Ben-Neriah said he was thrilled to see “dramatic change even after a single dose of the new drug” administered to the lab mice. “Nearly all of the lab mice’s’ leukemia signs disappeared overnight,” he said.
The professor says that the team is now looking into the cure rate and researching why the drug worked on some and not others.
“While all the leukemia mice initially responded to treatment, about 50 percent relapsed a few weeks after cessation of treatment whereas the others showed no leukemia signs for many months, nor has their bone marrow cells initiated leukemia after transplantation, indicating the elimination of leukemia stem cells,” he says.
The rights to the drug were recently bought from Hebrew University’s technology transfer company Yissum by the US bio-pharmaceutical company BioTheryX, which develops therapies for hematological malignancies and immune dysfunction.
Yissum and BioTheryX have partnered before for previous research findings developed by Ben-Neriah. In 2016, the two signed a licensing and research agreement for the selection and advancement of clinical drug candidates with hematological malignancies.
The trial was to be based on a study by Ben-Neriah and his team that found that inhibiting a type of enzyme in the body, CKI-alpha, “induces several tumor suppressor pathways including a new type of DNA damage response and p53 activation [a tumor suppressor protein].”
“This provides a novel approach to treat a wide range of cancers, in particular selective types of hematological malignancies,” Yissum said in a 2016 statement.
That same year, Ben-Neriah won the Rappaport Prize, an annual award honoring scientists “for groundbreaking or innovative research which has the potential to advance the health of mankind.” Ben-Neriah was awarded the prize for excellence in biomedical research for his ground-breaking findings, among others, on the relationship between chronic inflammation and cancer and the treatment of leukemia.

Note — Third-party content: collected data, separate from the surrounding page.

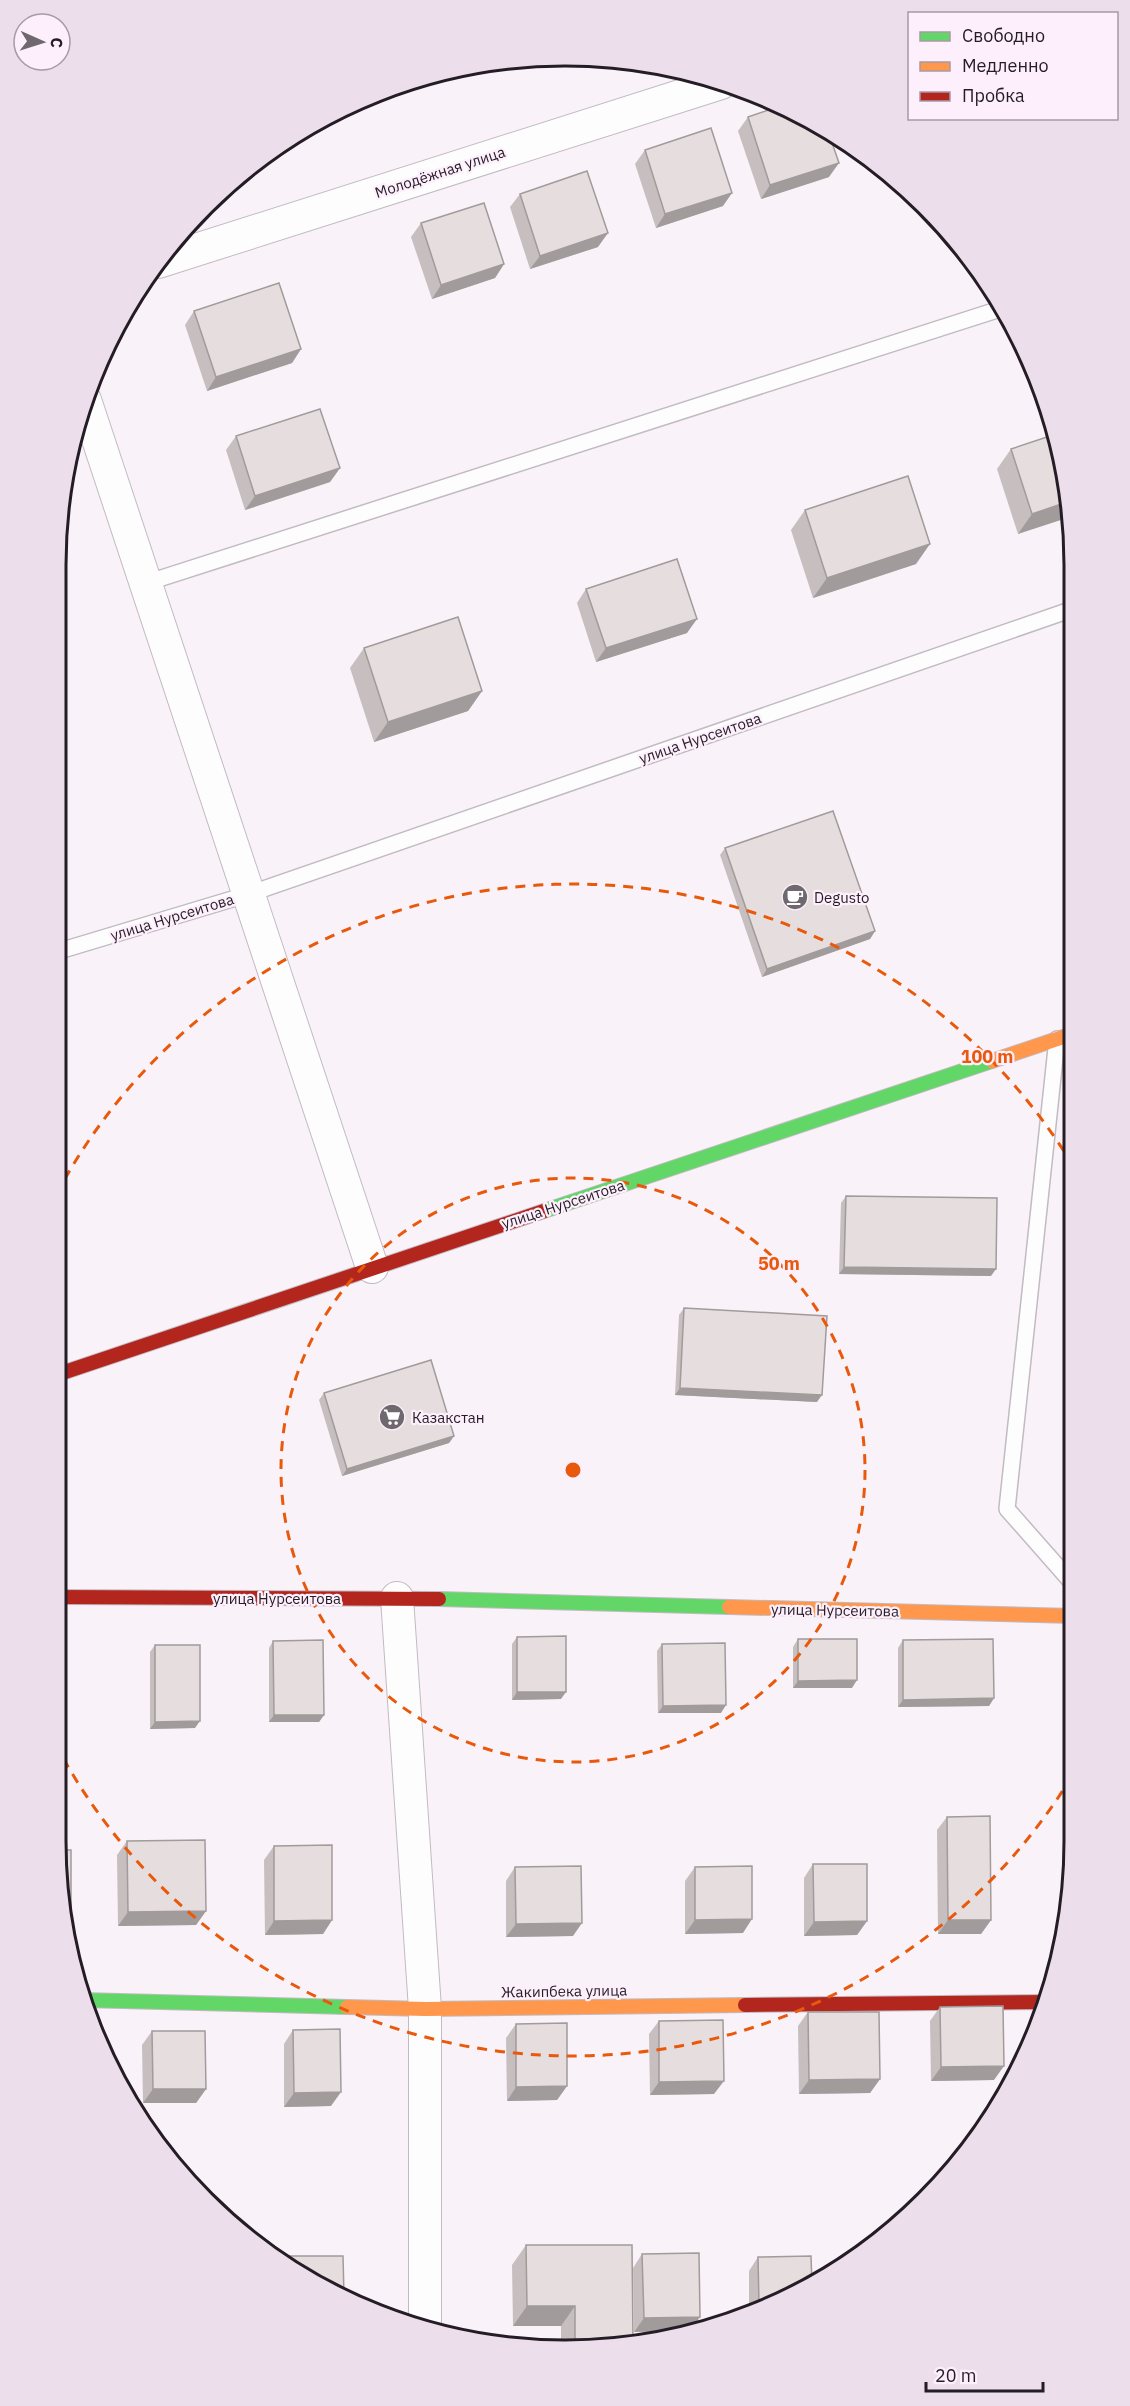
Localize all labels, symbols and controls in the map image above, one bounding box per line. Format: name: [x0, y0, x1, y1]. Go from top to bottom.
north arrow: [12, 12, 72, 72]
legend: [908, 12, 1118, 120]
text: Свободно: [962, 24, 1045, 47]
text: С: [47, 37, 67, 49]
text: Медленно: [962, 54, 1049, 77]
text: Пробка: [962, 84, 1025, 107]
street label: Молодёжная улица: [372, 142, 508, 202]
street label: улица Нурсеитова: [636, 708, 764, 768]
cafe icon: Degusto: [780, 882, 810, 912]
place label: Degusto: [814, 888, 870, 907]
street label: улица Нурсеитова: [108, 889, 236, 945]
text: 100 m: [961, 1045, 1013, 1068]
street label: улица Нурсеитова: [499, 1175, 627, 1233]
text: 50 m: [758, 1252, 800, 1275]
supermarket icon: Казакстан: [377, 1402, 407, 1432]
place label: Казакстан: [412, 1408, 485, 1427]
centre of rings: [563, 1460, 583, 1480]
street label: улица Нурсеитова: [213, 1589, 341, 1608]
street label: улица Нурсеитова: [771, 1599, 899, 1621]
street label: Жакипбека улица: [501, 1980, 627, 2002]
scale bar: [926, 2355, 1043, 2393]
text: 20 m: [935, 2364, 977, 2387]

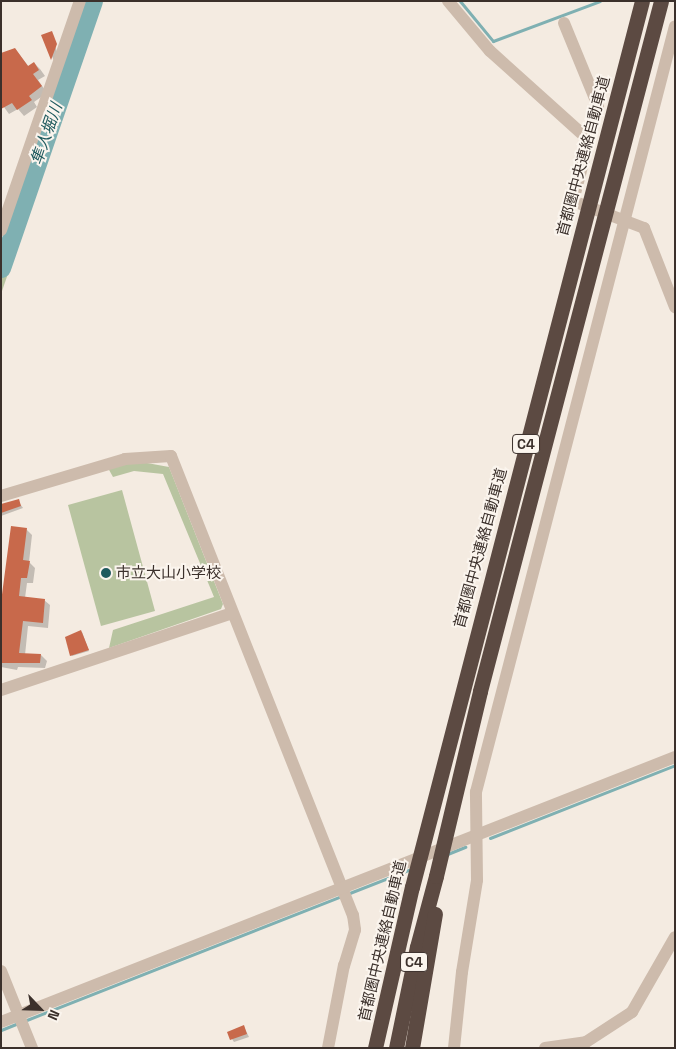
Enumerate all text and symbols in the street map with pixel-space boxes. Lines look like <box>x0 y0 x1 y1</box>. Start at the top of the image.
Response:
street label: 首都圏中央連絡自動車道 <box>553 74 613 238</box>
water label: 隼人堀川 <box>28 101 66 167</box>
road number: C4 <box>511 432 541 456</box>
street label: 首都圏中央連絡自動車道 <box>450 466 510 630</box>
place label: 市立大山小学校 <box>116 564 221 582</box>
marker: 市立大山小学校 <box>100 567 112 579</box>
street label: 首都圏中央連絡自動車道 <box>355 859 409 1023</box>
road number: C4 <box>399 950 429 974</box>
north arrow <box>15 984 65 1034</box>
text: N <box>44 1007 64 1023</box>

“Prof. Ben-Neriah and Prof. Alex Levitzki developed the first effective inhibitors of the Bcr-Abl protein, which eliminate chronic myeloid leukemia (CML) cells. These studies ultimately paved the way for the development of Gleevec, the flagship drug for treating CML disease,” the Rappaport Prize wrote.
The next steps for the current research on Acute myeloid leukemia involve applying for FDA approval for phase I clinical studies to find how to prevent drug resistance and relapse, first in AML mice and then in patients.
“The first patients on a clinical trial will be AML patients who are refractory to existing treatments, then other AML patients and patients having other hematological cancers bearing the oncogenes abolished by the drug (like multiple myeloma and lymphoma patients),” he explains.
“We will probably not start first with leukemia patients having p53 mutations, as native p53 is one of the important targets for the drug,” he says, adding that he and his team are now developing a test “for predicting the leukemia response using a small blood sample.”